MISSOULA, Mont. (AP) – A timber sale in the Kootenai National Forest on the Idaho border has been delayed as officials consider its impact on grizzly bears. The U.S. Fish and Wildlife Service has withdrawn its approval for the White Pine timber sale, pressured by a lawsuit filed by Alliance for the Wild Rockies. The suit alleges there is new information about bears living in the area that would be logged.

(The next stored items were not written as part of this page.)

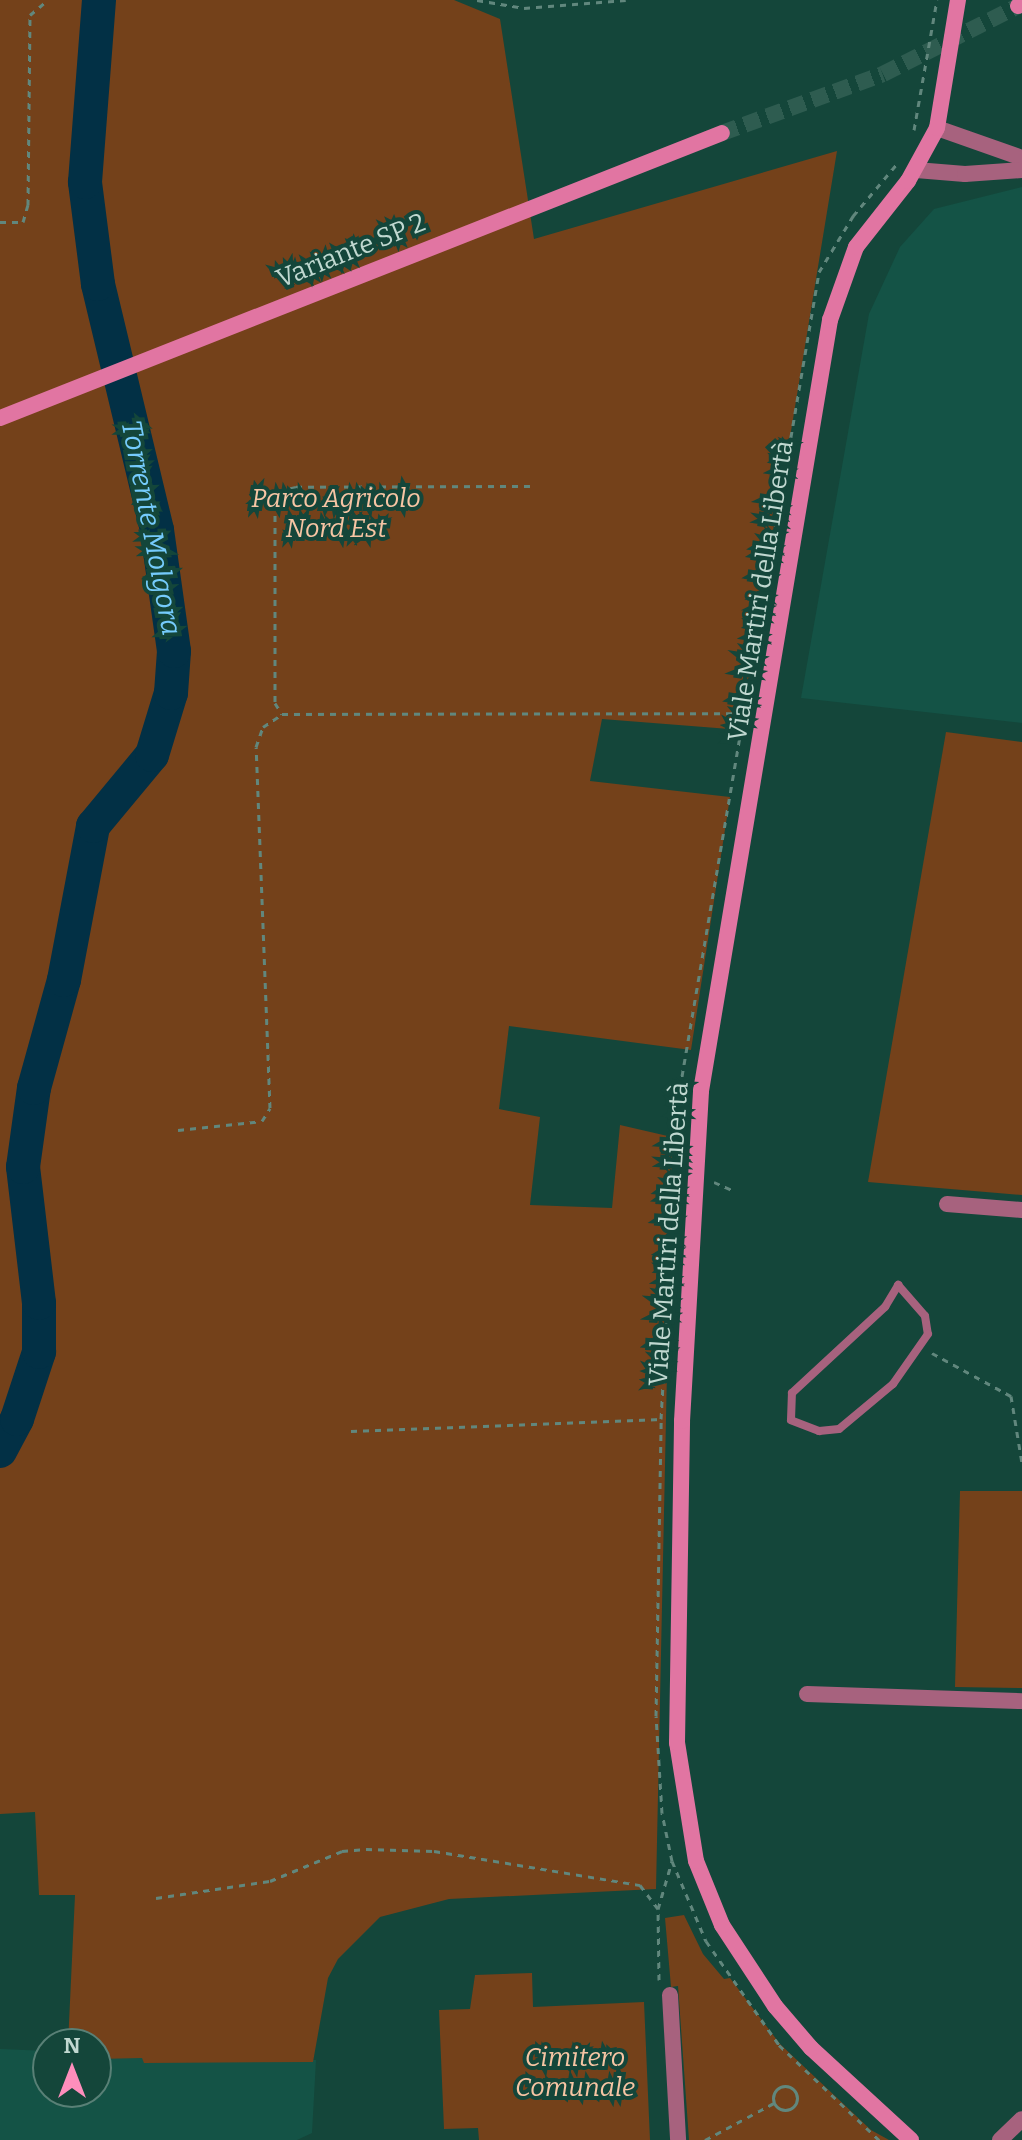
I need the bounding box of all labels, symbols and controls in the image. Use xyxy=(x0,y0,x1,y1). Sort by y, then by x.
street label: Variante SP 2 xyxy=(272,207,430,295)
water label: Torrente Molgora xyxy=(114,418,188,638)
street label: Viale Martiri della Libertà xyxy=(722,438,800,744)
park label: Parco Agricolo Nord Est xyxy=(251,483,421,544)
street label: Viale Martiri della Libertà xyxy=(643,1081,695,1387)
north arrow xyxy=(32,2028,112,2108)
text: N xyxy=(64,2032,80,2059)
park label: Cimitero Comunale xyxy=(515,2042,635,2104)

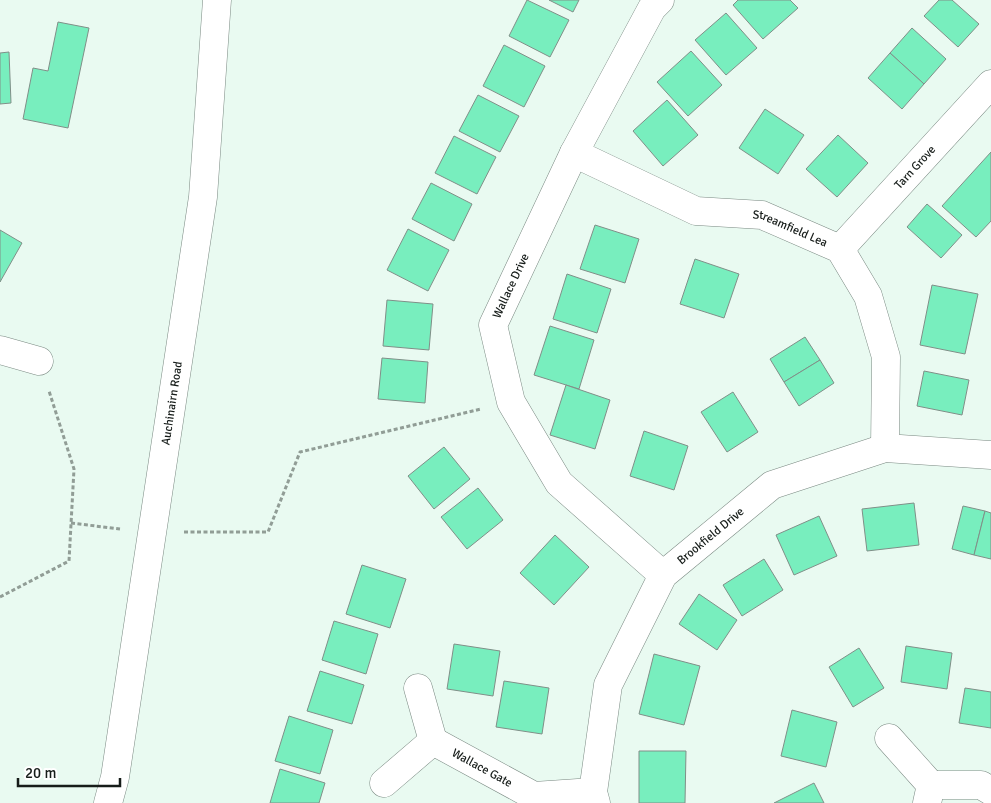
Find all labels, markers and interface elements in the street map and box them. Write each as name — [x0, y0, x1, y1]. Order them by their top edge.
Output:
street label: Tarn Grove — [891, 142, 939, 192]
street label: Streamfield Lea — [752, 207, 830, 250]
street label: Wallace Drive — [489, 251, 533, 321]
street label: Auchinairn Road — [158, 360, 185, 446]
street label: Brookfield Drive — [674, 504, 747, 568]
street label: Wallace Gate — [449, 745, 515, 790]
scale bar — [18, 756, 120, 788]
text: 20 m — [25, 764, 56, 782]

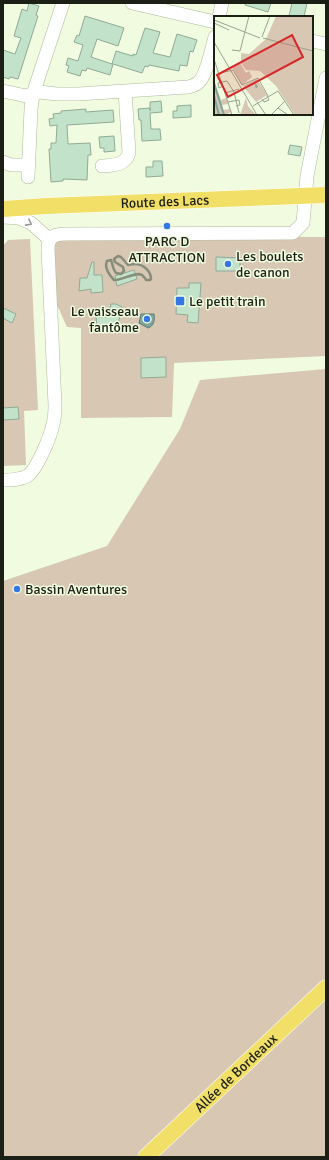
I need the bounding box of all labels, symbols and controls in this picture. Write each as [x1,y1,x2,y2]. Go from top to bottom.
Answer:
inset map [214,16,313,115]
street label: Route des Lacs [120,191,209,212]
one-way arrow [25,218,32,226]
marker: PARC D ATTRACTION [162,221,172,231]
place label: PARC D ATTRACTION [129,233,205,266]
place label: Les boulets de canon [236,248,303,281]
marker: Les boulets de canon [223,259,233,269]
place label: Le petit train [189,293,266,310]
marker: Le petit train [174,295,186,307]
place label: Le vaisseau fantôme [71,303,139,336]
marker: Le vaisseau fantôme [142,314,152,324]
place label: Bassin Aventures [25,581,127,598]
marker: Bassin Aventures [12,584,22,594]
street label: Allée de Bordeaux [191,1029,281,1116]

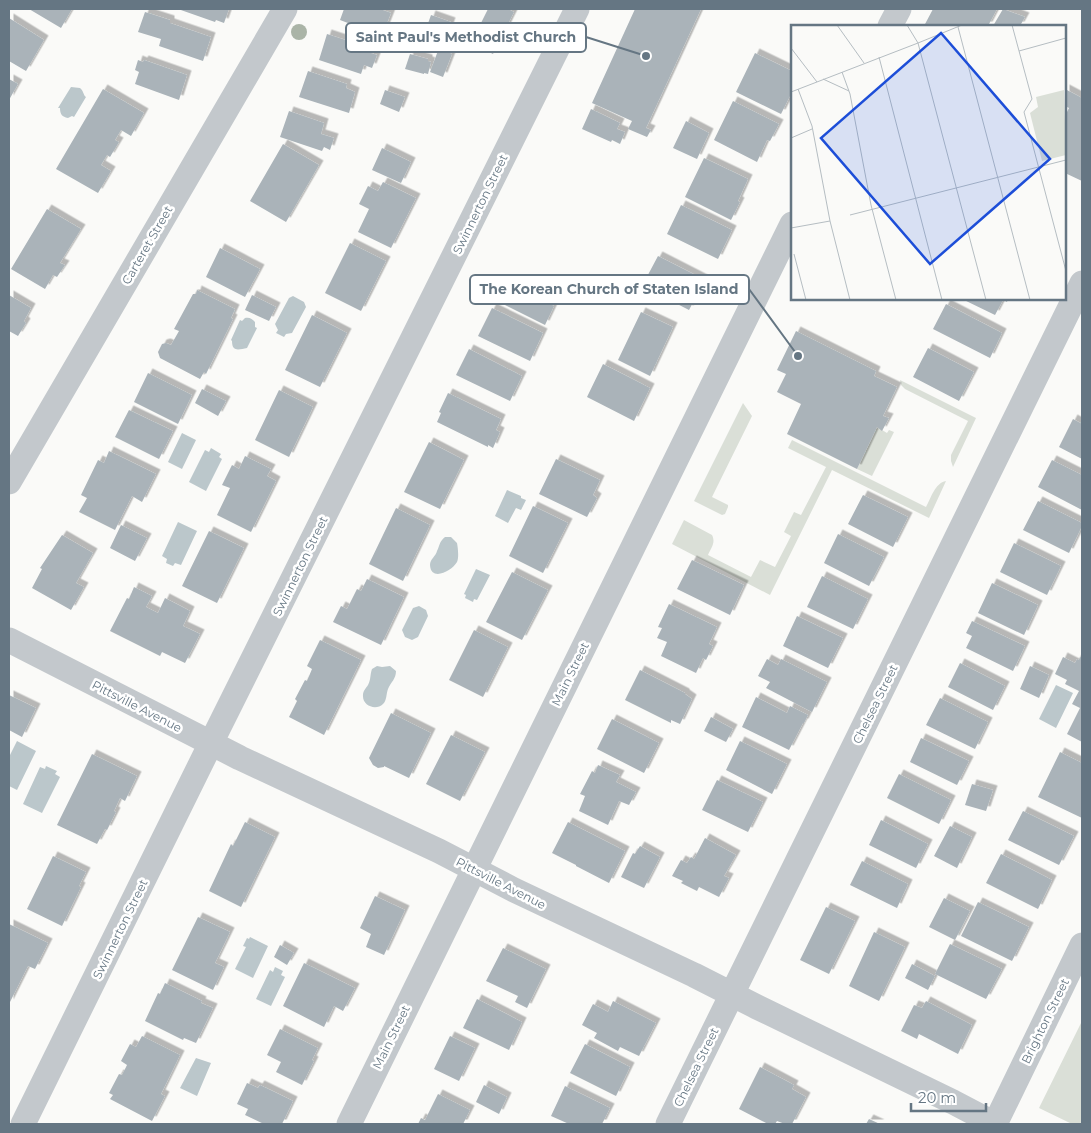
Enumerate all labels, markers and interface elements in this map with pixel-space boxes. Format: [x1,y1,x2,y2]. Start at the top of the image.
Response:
callout: Saint Paul's Methodist Church [346,23,586,52]
inset map [791,25,1066,300]
text: Saint Paul's Methodist Church [356,28,576,46]
street label: Swinnerton Street [449,152,511,256]
street label: Carteret Street [118,203,176,287]
callout: The Korean Church of Staten Island [470,275,749,304]
text: The Korean Church of Staten Island [480,280,739,298]
street label: Swinnerton Street [269,514,331,618]
street label: Main Street [548,639,592,708]
street label: Chelsea Street [849,662,901,746]
street label: Pittsville Avenue [90,677,184,735]
street label: Pittsville Avenue [454,854,548,912]
street label: Swinnerton Street [89,877,151,981]
street label: Brighton Street [1018,976,1072,1066]
street label: Main Street [369,1002,413,1071]
street label: Chelsea Street [670,1025,722,1109]
scale bar [911,1080,986,1112]
text: 20 m [918,1088,956,1107]

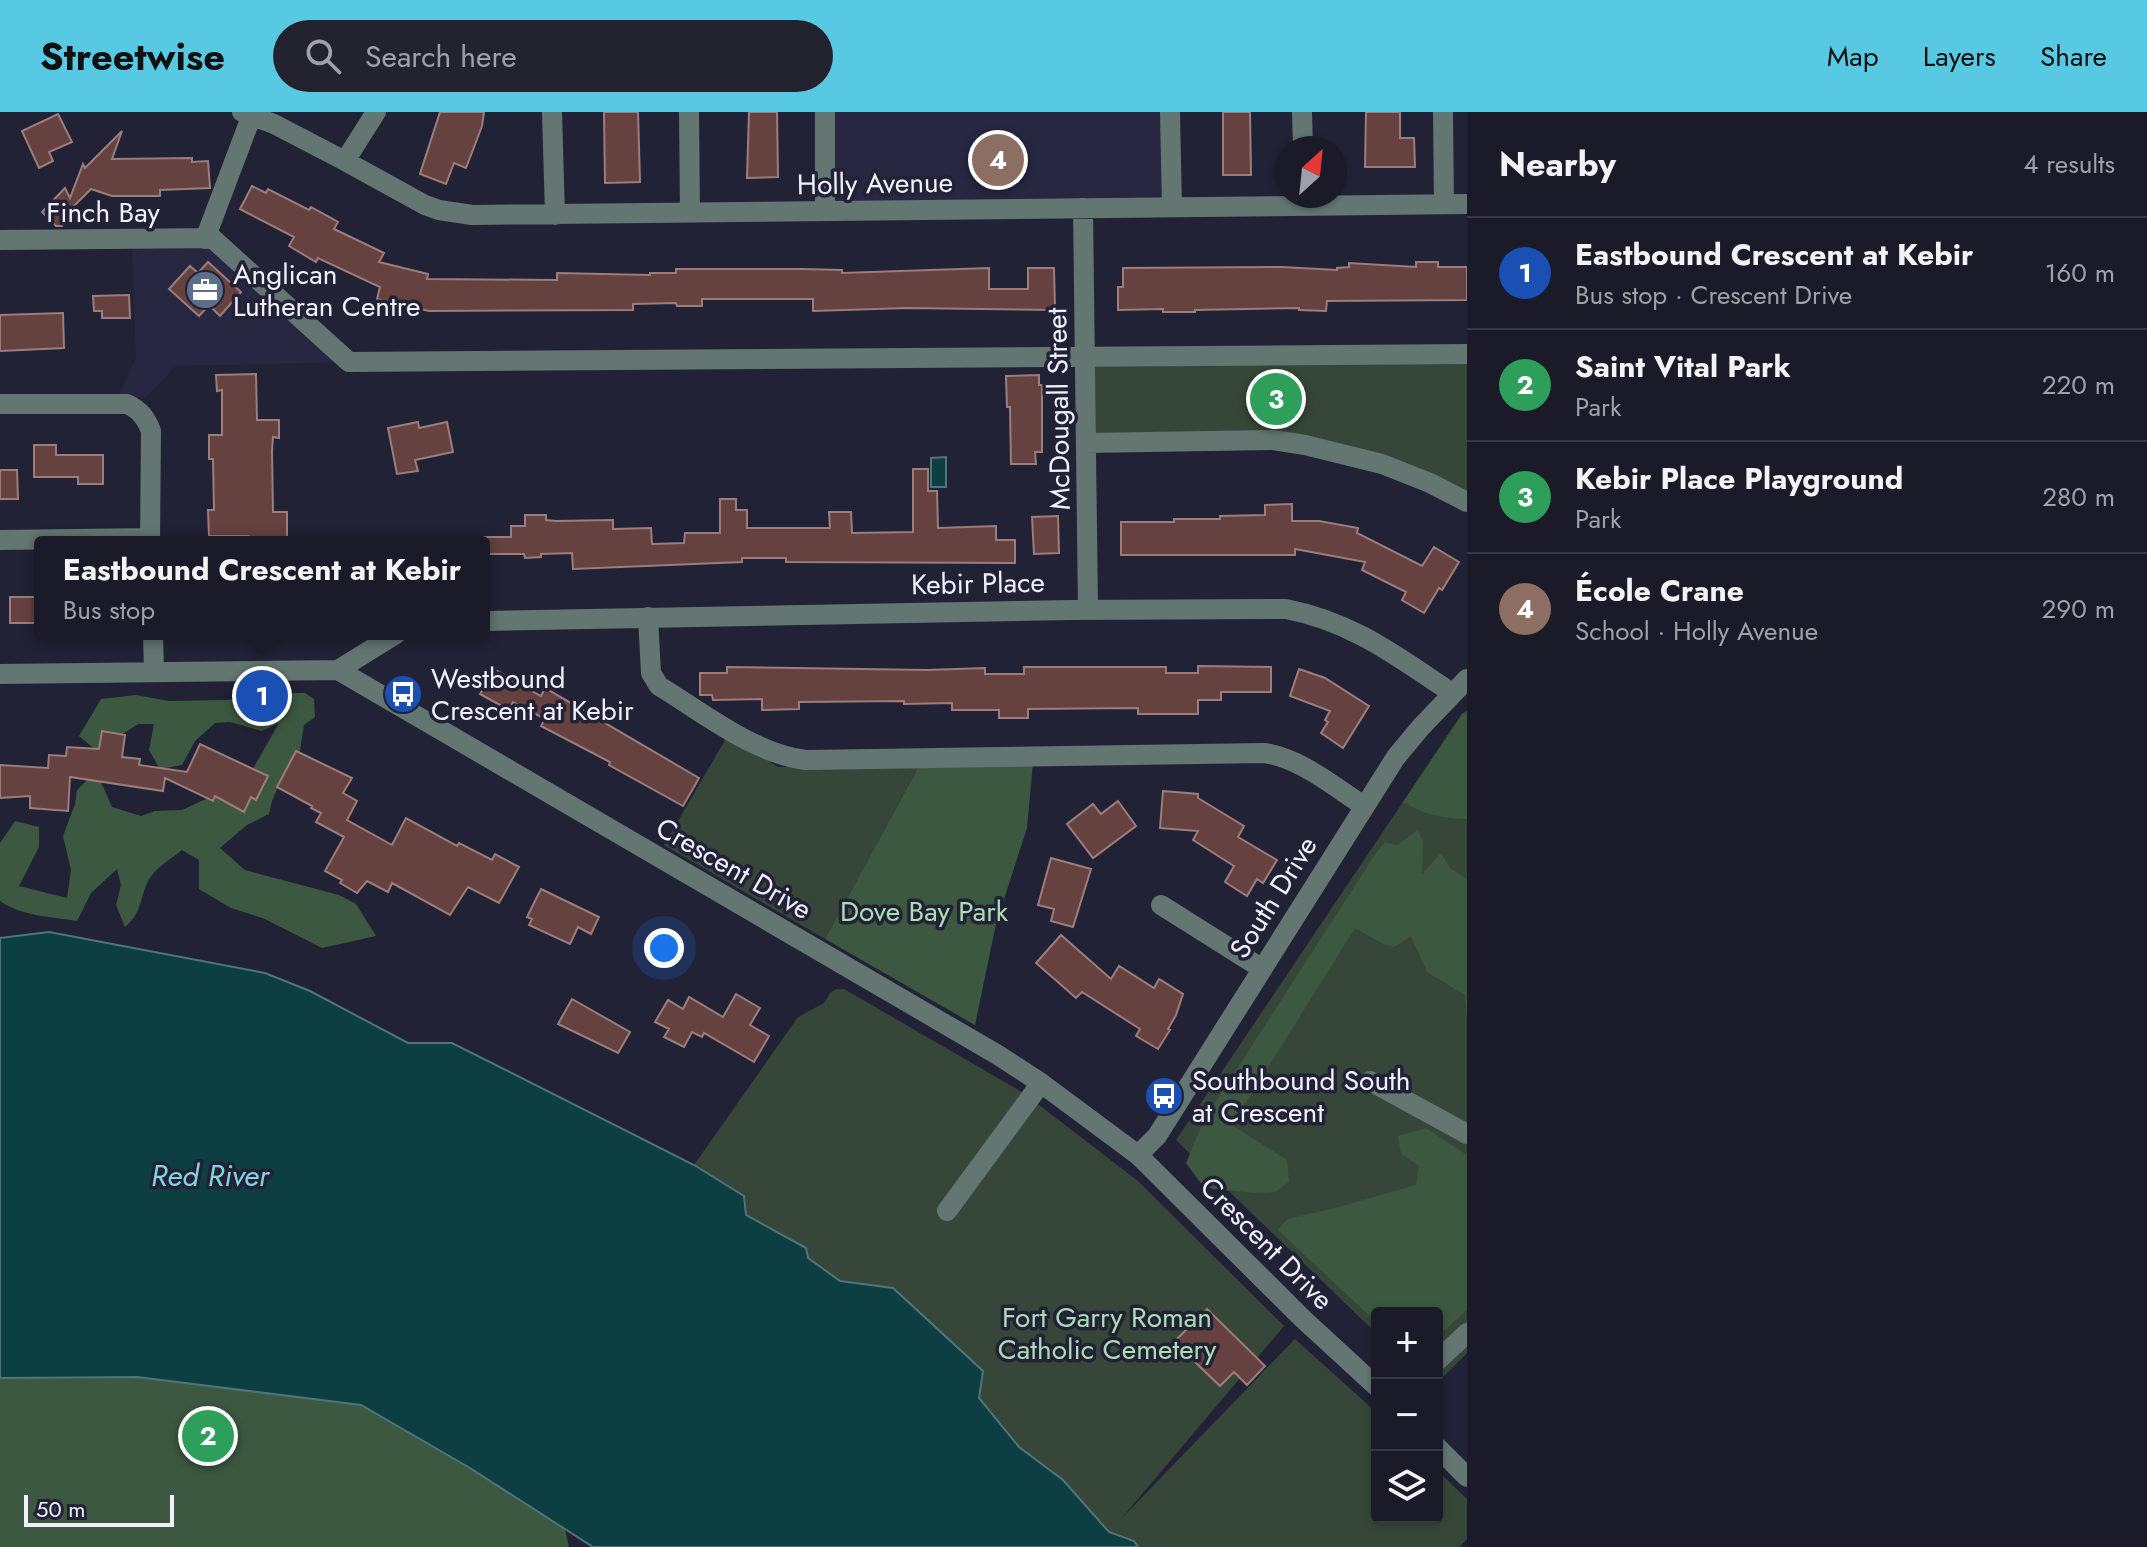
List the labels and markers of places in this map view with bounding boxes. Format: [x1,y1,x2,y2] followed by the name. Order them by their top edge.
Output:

The group said it will likely withdraw its lawsuit if authorities protect the grizzlies. “We’re committed to ensuring that threatened species like the grizzly bear get the legal protection they need and deserve,” said Michael Garrity, alliance executive director. “If that protection can be ensured without further court action, all the better for everyone.” The environmental group was especially concerned by what it contended were plans to build or rebuild 70 miles of roads in the forest, increasing the likelihood of encounters between bears and humans. Steve Johnsen, a wildlife biologist for the Cabinet Ranger District, said the White Pine project includes the logging of about 3,100 acres of live trees and would yield about 23 million board feet of timber. About 900 acres would be clear-cut. The remaining acreage would be commercially thinned. Johnsen also said the White Pine project only called for 6.6 miles of new roads, 19 miles of rebuilt roads, 39 miles of “spot reconstruction” and about five miles of temporary roads. He said gates would be placed on the new roads, so there would be no public use. Grizzlies have not been documented in the White Pine drainage since 1987, but three grizzlies were spotted in the mountains between Noxon and Heron last summer. Between 30 and 40 grizzlies are estimated to live in the Selkirk-Cabinet-Yaak area.
A second lawsuit, by the Ecology Center and Lands Council, seeks to stop all five timber sales planned in the Kootenai and challenges the cutting of so-called old growth timber. No action has been taken in that lawsuit.